(Stored data)

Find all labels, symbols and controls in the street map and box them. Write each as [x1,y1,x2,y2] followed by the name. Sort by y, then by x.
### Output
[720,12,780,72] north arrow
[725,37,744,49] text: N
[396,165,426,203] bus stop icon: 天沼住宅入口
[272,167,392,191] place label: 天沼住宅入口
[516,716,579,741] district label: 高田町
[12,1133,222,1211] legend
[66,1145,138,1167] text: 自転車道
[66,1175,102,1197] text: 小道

_YOUR GOAL_: Every record, from top to bottom, must be transcribed exactly.

_RESULT BELOW_:
Find all labels, symbols and controls in the street map and box them. Write each as [x1,y1,x2,y2] followed by the name. Sort by y, then by x.
### Output
[720,12,780,72] north arrow
[725,37,744,49] text: N
[396,165,426,203] bus stop icon: 天沼住宅入口
[272,167,392,191] place label: 天沼住宅入口
[516,716,579,741] district label: 高田町
[12,1133,222,1211] legend
[66,1145,138,1167] text: 自転車道
[66,1175,102,1197] text: 小道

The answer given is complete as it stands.